9. The determination of the First-tier Tribunal Judge is balanced and fully reasoned. The judge found that the second-named appellant is severely disabled having fallen victim to poliomyelitis at the age of 9 and has since then suffered paralysis from the waist down. The first appellant is his carer and there is little doubt from the description given by the judge that they are living in extremely basic accommodation in Nairobi. The judge found at paragraph 14 that the appellants are to be regarded as living alone, having considered the case of KC and Others [2007] EWCA Civ 327. Their circumstances in Kenya are such as led him to the view that those circumstances are most compassionate. If the appellants were to meet the requirements of the Rules then they needed to show that there was adequate maintenance and accommodation available without recourse to public funds. Having heard the evidence the judge found that the proposals with regard to both matters did not bear the hallmarks of practicality and concluded that the appellants failed to establish to the relevant standard of proof that they could be adequately maintained and accommodated in the United Kingdom without recourse to public funds.
10. The remainder of the determination deals in some depth with the Article 8 position of the appellants and their family members who are now all in the United Kingdom. The judge’s reasoning for finding that it would be disproportionate to refuse the appellants entry clearance to the United Kingdom is set out in paragraph 29 of the determination. He acknowledges that there is a balance to be struck and that there is a public interest to be served by not allowing the appellants to enter. That interest in part relates to the maintenance of a fair and firm system of immigration control and the judge acknowledges that the appellants do not meet the requirements of the Immigration Rules. He further acknowledges that the second appellant’s disability would undoubtedly incur significant extra expense for the National Health Service and other agencies and there is no reasonable prospect that those expenses could be recouped.
11. His conclusions concerning accommodation and maintenance strongly suggest that if the appellants are allowed to come to the United Kingdom there would be additional recourse to public funds also. Nevertheless taking the circumstances of the appellants and the other members of the family in the round he is of the view that they are of such a compassionate nature as to outweigh the public interest that would be served by their continued exclusion.

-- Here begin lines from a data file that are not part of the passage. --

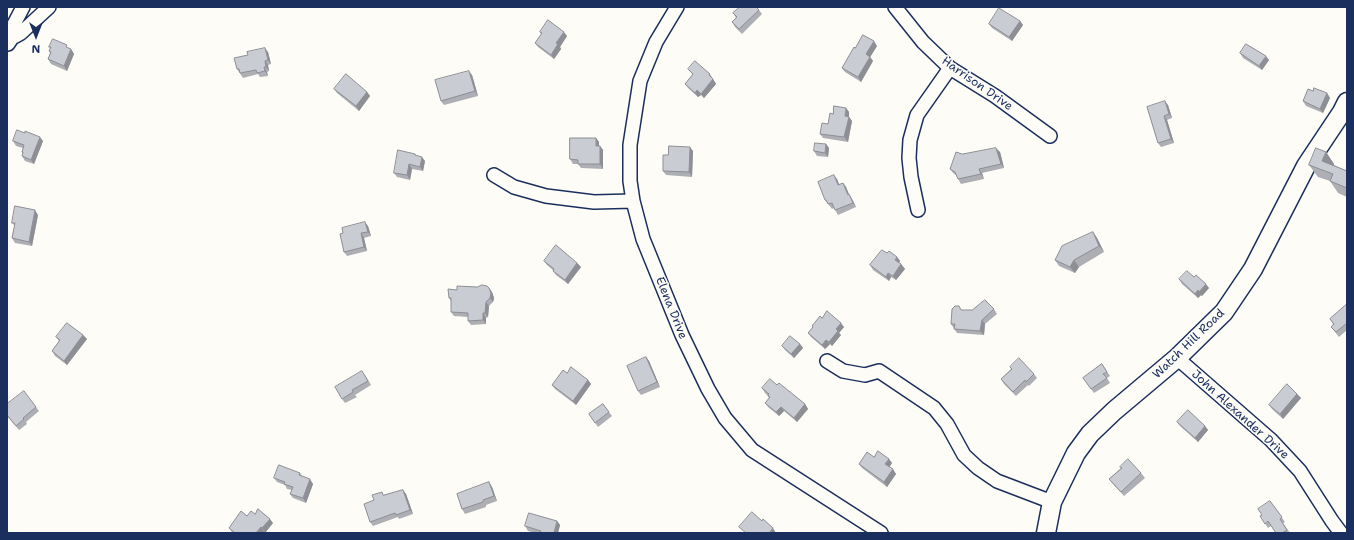 <!DOCTYPE html>
<html>
<head>
<meta charset="utf-8">
<style>
	body { margin:0 }
	#map { position:relative; width:1354px; height:540px; overflow:hidden; background:#fdfcf7; font-family:"Shantell Sans",sans-serif }
	canvas { display:block }
	.frame { position:absolute; inset:0; border:8px solid #1b2f5e; pointer-events:none }
	.north { position:absolute; left:16px; top:16px; width:40px; height:40px; -webkit-text-stroke:3px #fdfcf7; paint-order:stroke; rotate:180deg; font-size:11px; font-weight:700; line-height:16px; text-align:center; color:#1b2f5e }
	.north::after { content:''; display:block; margin:auto; width:14px; height:18px; background:#1b2f5e; clip-path:polygon(50% 0,100% 100%,50% 72%,0 100%) }
</style>
</head>
<body>
<div id="map">
<canvas width="1354" height="540"></canvas>
<div class="frame"></div>
<div class="north">N</div>
</div>
<script>
const c = document.querySelector('canvas').getContext('2d');
c.lineJoin = 'round';
function strokePath(path, color, width, dash) {
  c.strokeStyle = color;
  c.lineWidth = width;
  c.lineCap = dash ? 'butt' : 'round';
  c.setLineDash(dash || []);
  c.stroke(path);
}
function fill(path, color) {
  c.fillStyle = color;
  c.fill(path, 'evenodd');
}
function drawText(font, color, halo, rows, align = 'center') {
  c.font = font + ' "Shantell Sans",sans-serif';
  c.lineWidth = 3;
  c.setLineDash([]);
  c.textBaseline = 'middle';
  c.strokeStyle = halo;
  c.fillStyle = color;
  for (const [text, x, y, turn = 0] of rows) {
    c.save();
    c.translate(x, y);
    c.rotate((+turn || 0) * Math.PI / 180);
    c.textAlign = isNaN(turn) ? turn : align;
    if (halo) c.strokeText(text, 0, 0);
    c.fillText(text, 0, 0);
    c.restore();
  }
}
const street = new Path2D(`
	M677,7l-21,35 -16,39 -10,64v36l3,20 10,38 39,96 26,54 17,29 27,32 129,83
	M895,7l28,35 27,26 45,28 55,40
	M12,38l9,-5 28,-26
	M8,44l4,-6v-10l11,-21
	M494,175l20,12 32,9 48,6 39,-1
	M918,210l-7,-33 -2,-19 1,-18 7,-25 33,-47
	M1177,358l94,82 29,31 32,50 9,12
	M827,361l16,10 22,4 14,-4 55,37 13,16 17,31 14,13 19,13 55,21`);
const secondary = new Path2D(`
	M1046,533l6,-31 24,-49 14,-19 24,-23 63,-53 47,-46 29,-43 53,-103 36,-54 5,-10`);
const wall = new Path2D(`
	M759,10l3,4 -20,20 -7,-7 -3,-5 4,-4 -3,-5z
	M1020,21l3,4 -11,16 -20,-13 -3,-4z
	M540,32l27,4 -7,11 1,2 -7,10 -16,-12 -3,-4 6,-9z
	M877,46l-7,11 3,4 -12,21 -16,-10 -3,-4 13,-20z
	M49,47l19,1 3,1 3,5 -7,17 -16,-7 -3,-5 2,-6 -1,-2 1,-3z
	M268,52l3,12 -3,1 1,6 -2,1 1,4 -8,1 -2,-3 -15,4 -6,-9z
	M1240,53l29,7 -7,10 -19,-12z
	M688,69l22,5 6,10 -12,14 -3,-3 -3,2 -10,-9 -3,-4 8,-9z
	M472,75l6,21 -34,9 -3,-4z
	M334,89l33,3 3,4 -11,15 -22,-18z
	M1313,91l14,2 3,5 -7,15 -17,-7 -3,-5z
	M1168,105l4,13 -5,2 7,23 -13,4 -3,-4 -11,-36z
	M846,108l3,4v5l3,4 -4,21 -25,-4 -3,-4 8,-10 5,-10z
	M596,138l3,4v4h1l3,4v19l-22,-1 -3,-4h-5l-3,-5z
	M13,141h30l-9,23 -9,-3 -3,-5 1,-2 -1,-2 1,-4 -7,-2z
	M826,144l3,4 -1,9 -11,-1 -3,-5z
	M693,151l-1,26 -26,-2 -3,-4 5,-16z
	M1000,152l4,16 -22,5 2,6 -23,5 -3,-5 -2,-4 -3,-2 -3,-4 12,-15z
	M1326,152l8,12v1l13,6v26l-9,-4 -8,-12 -12,-4 -9,-12z
	M415,154l2,2 8,5 -2,10 -11,-2 -2,11 -13,-3 -3,-4z
	M837,179l2,6 4,-2 3,4 3,8 3,4 4,8 -18,8 -4,-7 -2,1 -7,-9z
	M38,215l-6,31 -17,-3 -3,-5 3,-12 -3,-3z
	M368,226l3,10 -7,2 3,13 -20,5 -3,-4 -4,-18z
	M1093,232l4,6 7,14 -25,15 -4,6 -16,-7 -4,-6z
	M887,253l10,4 3,4 -1,2 2,1 4,5 -9,11 -5,-3 -2,4 -16,-11 -3,-5z
	M544,261l33,2 4,4 -13,17 -12,-9 -3,-4v-1l-6,-5z
	M1194,277l15,11 -7,8 -1,-1 -3,3 -16,-14 -3,-5z
	M489,288l3,4 2,6 -1,4 -4,4 -1,11 -2,1v6l-15,1 -3,-4v-4l-14,-1 -3,-4v-11l-2,-3 8,-8z
	M1347,304v26l-8,7 -8,-10 2,-3 -3,-5z
	M994,309l3,5 -12,10 -1,11 -27,-2 -6,-9 10,-14h11z
	M822,318l22,9 -5,6 2,2 -9,11 -2,-2 -5,5 -14,-12 -3,-4 5,-5 -1,-2z
	M83,335l4,4 -20,26 -12,-9 -3,-5 7,-10 -3,-4z
	M800,344l3,4 -9,10 -9,-8 -3,-4z
	M646,357l3,4 11,26 -19,8 -3,-4z
	M1102,364l8,12 -3,2 3,5 -16,10 -11,-15z
	M1010,367l24,7 3,4 -8,8 -1,-1 -12,11 -12,-12 -3,-5 10,-10z
	M567,373l21,7 3,4 -15,21 -21,-16 -3,-4z
	M365,375l6,10 -16,10 2,2 -12,6 -3,-4z
	M777,385l28,19 3,5 -11,13 -13,-11 -5,5 -11,-9 -3,-4 4,-5 -1,-2 -3,-3 -3,-5z
	M1297,394l4,4 -18,21 -11,-10 -3,-4z
	M7,404l29,3 3,4 -13,11 1,2 -8,6 -12,-14z
	M603,404l9,12 -14,11 -9,-13z
	M1177,422l28,4 3,4 -10,12 -18,-16z
	M874,457l15,2 3,4 -3,4 7,7 -9,13 -25,-19 -3,-4z
	M1120,467l21,6 4,5 -21,18 -11,-12 -4,-5 12,-11z
	M300,473l2,3 11,8 -7,19 -13,-5 -3,-4 2,-4 -5,-1 -2,-4 -8,-3 -3,-4z
	M489,482l3,5 5,14 -11,4v2l-21,7 -3,-5z
	M403,490l3,4 7,20 -14,5 -1,-2 -25,9 -3,-4 4,-22 10,-5z
	M1270,501l15,21 -2,1 7,10h-14l-5,-7 -3,2 -8,-12 2,-1z
	M247,516l26,7 -8,10 -1,-1 -1,1h-30l-1,-1 -3,-4z
	M557,521l3,4 -2,8h-22l-8,-2 -3,-5z`);
const shadedWall = new Path2D(`
	M1020,21l3,4 -11,16 -3,-4z
	M564,32l3,4 -7,11 1,2 -7,10 -3,-4 5,-12z
	M874,41l3,5 -8,13 -3,-5z
	M265,48l3,4 3,12 -3,-4z
	M71,49l3,5 -7,17 -3,-5z
	M1266,56l3,4 -7,10 -3,-4z
	M870,57l3,4 -12,21 -3,-5z
	M265,61l3,4 1,6 -3,-4z
	M264,67l3,5 1,4 -3,-5z
	M469,71l3,4 6,21 -3,-5z
	M713,79l3,5 -12,14 -3,-4z
	M697,90l4,5 -3,2 -3,-4z
	M367,92l3,4 -11,15 -3,-5z
	M1327,93l3,5 -7,15 -3,-4z
	M1165,101l3,4 4,13 -3,-4z
	M846,108l3,4v5l3,4 -4,21 -4,-5 1,-21z
	M1164,116l3,4 7,23 -3,-4z
	M40,137l3,4 -9,23 -3,-4z
	M596,138l3,4v8l-3,-4z
	M826,144l3,4 -1,9 -3,-4z
	M600,146l3,4v19l-3,-5z
	M690,147l3,4 -1,26 -3,-5z
	M996,148l4,4 4,16 -3,-4z
	M1326,152l8,12 -3,9 -9,-12z
	M422,157l3,4 -2,10 -3,-4z
	M409,164l3,5 -2,11 -3,-5z
	M979,169l3,4 2,6 -3,-5z
	M834,175l3,4 4,10 -3,-4z
	M843,183l3,4 5,12 -3,-4z
	M849,194l3,5 4,8 -3,-4z
	M35,210l3,5 -6,31 -3,-4z
	M365,222l3,4 3,10 -3,-4z
	M1093,232l4,6 7,14 -5,-6z
	M361,233l3,5 3,13 -3,-4z
	M897,257l3,4 -2,3 -3,-4z
	M1074,260l5,7 -4,6 -5,-6z
	M577,263l4,4 -13,17 -3,-4z
	M901,264l4,5 -9,11 -3,-4z
	M888,273l3,4 -2,4 -3,-4z
	M1206,284l3,4 -7,8 -3,-4z
	M489,288l3,4 2,6 -1,4 -3,-4z
	M1198,290l3,5 -3,3 -3,-4z
	M486,302l3,4 -1,11 -3,-4z
	M483,313l3,5v6l-3,-4z
	M982,320l3,4 -1,11 -4,-4z
	M841,323l3,4 -5,6 2,2 -9,11 -3,-4 7,-13z
	M83,335l4,4 -20,26 -3,-4z
	M826,340l4,4 -5,5 -3,-4z
	M800,344l3,4 -9,10 -3,-4z
	M646,357l3,4 11,26 -3,-5z
	M588,380l3,4 -15,21 -3,-4z
	M1297,394l4,4 -18,21 -3,-5z
	M805,404l3,5 -11,13 -3,-4z
	M781,407l3,4 -5,5 -3,-4z
	M1205,426l3,4 -10,12 -3,-4z
	M889,459l3,4 -3,5 -4,-4z
	M893,469l3,5 -9,13 -3,-5z
	M310,479l3,5 -7,19 -3,-5z
	M489,482l3,5 5,14 -3,-5z
	M403,490l3,4 7,20 -3,-4z
	M270,519l3,4 -8,10 -3,-5z
	M557,521l3,4 -2,8h-4z
	M261,527l3,5 -1,1h-7z
	M773,528l3,5h-7z`);
const building = new Path2D(`
	M740,7h16l3,3 -20,19 -7,-7 5,-5 -4,-4z
	M999,8l21,13 -11,16 -20,-13z
	M548,20l16,12 -8,11 2,1 -7,11 -16,-12 7,-10 -2,-1z
	M863,35l11,6 -8,13 4,3 -12,20 -16,-9 12,-21 1,1z
	M53,39l14,6 -1,2 5,2 -7,17 -16,-7 3,-7 -2,-1 2,-4h-2z
	M1246,44l20,12 -7,10 -19,-13z
	M265,48l3,12 -3,1 1,6h-2l1,4 -8,2 -1,-3 -16,3 -1,-4h-2l-3,-11 14,-3 -1,-3z
	M695,61l15,13 -1,1 4,4 -12,15 -4,-4 -2,3 -10,-9 8,-10 -5,-5z
	M469,71l6,20 -34,10 -6,-21z
	M346,74l21,18 -11,14 -22,-17z
	M1314,88l13,5 -7,16 -17,-8 5,-12 5,2z
	M1165,101l4,13 -5,2 7,23 -13,4 -11,-36z
	M834,106l12,2 -1,8 4,1 -5,20 -24,-3 2,-11 6,1 2,-11 3,1z
	M17,130l8,3v-2l15,6 -9,23 -9,-4 1,-4h-1l2,-7 -11,-4z
	M570,138h26v8h4v18h-22v-4l-8,-1z
	M815,143l11,1 -1,9 -11,-2z
	M669,146l21,1 -1,25 -26,-1v-16h5z
	M996,148l5,16 -22,5 2,5 -23,5 -3,-7 -5,-3 6,-17 6,2z
	M1316,148l10,4 -4,9 25,10v17l-17,-7 3,-7 -24,-9z
	M398,150l17,4v1l7,2 -2,10 -11,-3 -2,11 -13,-2z
	M834,175l4,10 5,-2 5,12 1,-1 4,9 -18,7 -3,-7 -4,1 -2,-4h-1l-7,-18z
	M15,206l20,4 -6,32 -17,-4 3,-15h-3z
	M365,222l3,10 -7,1 3,14 -20,5 -4,-18 3,-1 -1,-5z
	M1093,232l6,14 -25,14 -4,7 -15,-7 7,-14z
	M556,245l21,18 -12,17 -12,-9 1,-2 -10,-8z
	M882,250l5,3 2,-2 8,6 -2,3 6,4 -8,12 -5,-3 -2,4 -16,-12z
	M1187,271l7,6 2,-2 10,9 -7,8 -1,-2 -3,4 -16,-15z
	M482,285l5,1 2,2 2,5 -1,5 -4,4 -1,11h-2v7l-15,1v-8l-17,-1v-14h-2l-1,-9 9,1v-4l20,1z
	M985,300l9,9 -12,11 -2,11 -26,-2 1,-5h-4l1,-15 3,-3h4l2,4h11z
	M1347,304v19l-11,9 -5,-5 3,-3 -4,-5z
	M827,311l14,12 -5,6 2,2 -9,11 -3,-2 -4,5 -14,-12 5,-6 -1,-1 8,-10 2,2z
	M67,323l16,12 -19,26 -12,-10 8,-11 -4,-3z
	M790,336l10,8 -9,10 -9,-8z
	M646,357l11,25 -19,9 -11,-25z
	M1019,358l15,16 -8,8 -1,-2 -12,12 -12,-13 11,-10 -2,-2z
	M1102,364l5,8 -4,2 4,4 -16,11 -8,-11z
	M571,367l17,13 -15,21 -21,-16 11,-15 4,3z
	M362,371l6,10 -16,9 1,2 -11,7 -7,-12z
	M770,379l7,6 2,-2 26,21 -11,14 -13,-11 -5,5 -11,-9 5,-6 -2,-1 1,-2 -7,-6z
	M1287,384l10,10 -17,20 -11,-9z
	M24,391l12,16 -13,11 1,1 -8,7 -9,-11v-11z
	M603,404l6,8 -14,11 -6,-9z
	M1188,410l17,16 -10,12 -18,-16z
	M878,451l11,8 -4,5 8,5 -9,13 -25,-18 8,-12 7,5z
	M1128,459l13,14 -20,19 -12,-13 13,-11 -2,-1z
	M279,465l21,8 -1,2 11,4 -7,19 -13,-4 3,-7 -9,-3 1,-2 -11,-4z
	M489,482l5,14 -11,4v2l-21,7 -5,-15z
	M403,490l7,20 -14,5 -1,-2 -25,9 -6,-18 10,-4 -2,-5 10,-3 1,3z
	M1270,501l12,16 -2,2 7,11 -5,3h-6l-8,-12 -3,3 -5,-8 2,-1 -4,-6z
	M258,509l12,10 -8,9 -1,-1 -5,6h-21l-6,-5 12,-17 6,5 4,-5 4,3z
	M752,512l10,9 1,-2 10,9 -4,5h-23l-7,-6z
	M529,513l28,8 -3,12h-12l-2,-1 1,-1 -16,-5z`);
const streetNames = [
	["Harrison Drive",977,84,35],
	["Elena Drive",671,308,68],
	["Watch Hill Road",1189,344,-44],
	["John Alexander Drive",1240,415,42]
];
strokePath(street, '#1b2f5e', 16);
strokePath(secondary, '#1b2f5e', 21);
strokePath(street, '#fdfcf7', 13);
strokePath(secondary, '#fdfcf7', 18);
fill(wall, '#adafb5');
fill(shadedWall, '#8d8f94');
fill(building, '#c9ccd3');
strokePath(building, '#8d8f94', 1);
drawText('12px', '#1b2f5e', '#fdfcf7', streetNames);
</script>
</body>
</html>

The respondent argues with the judge’s conclusions and reasons for coming to them but on the particular facts of the case the judge was entitled to conclude as he did and no error has been displayed such that the determination should be set aside.
12. As I announced at the hearing the decision of the First-tier Tribunal Judge stands, namely that both appeals are allowed on human rights grounds.
13. No application for an anonymity direction was made and for the reasons as set out in paragraph 1 of the determination I see no good reason to make an anonymity direction now.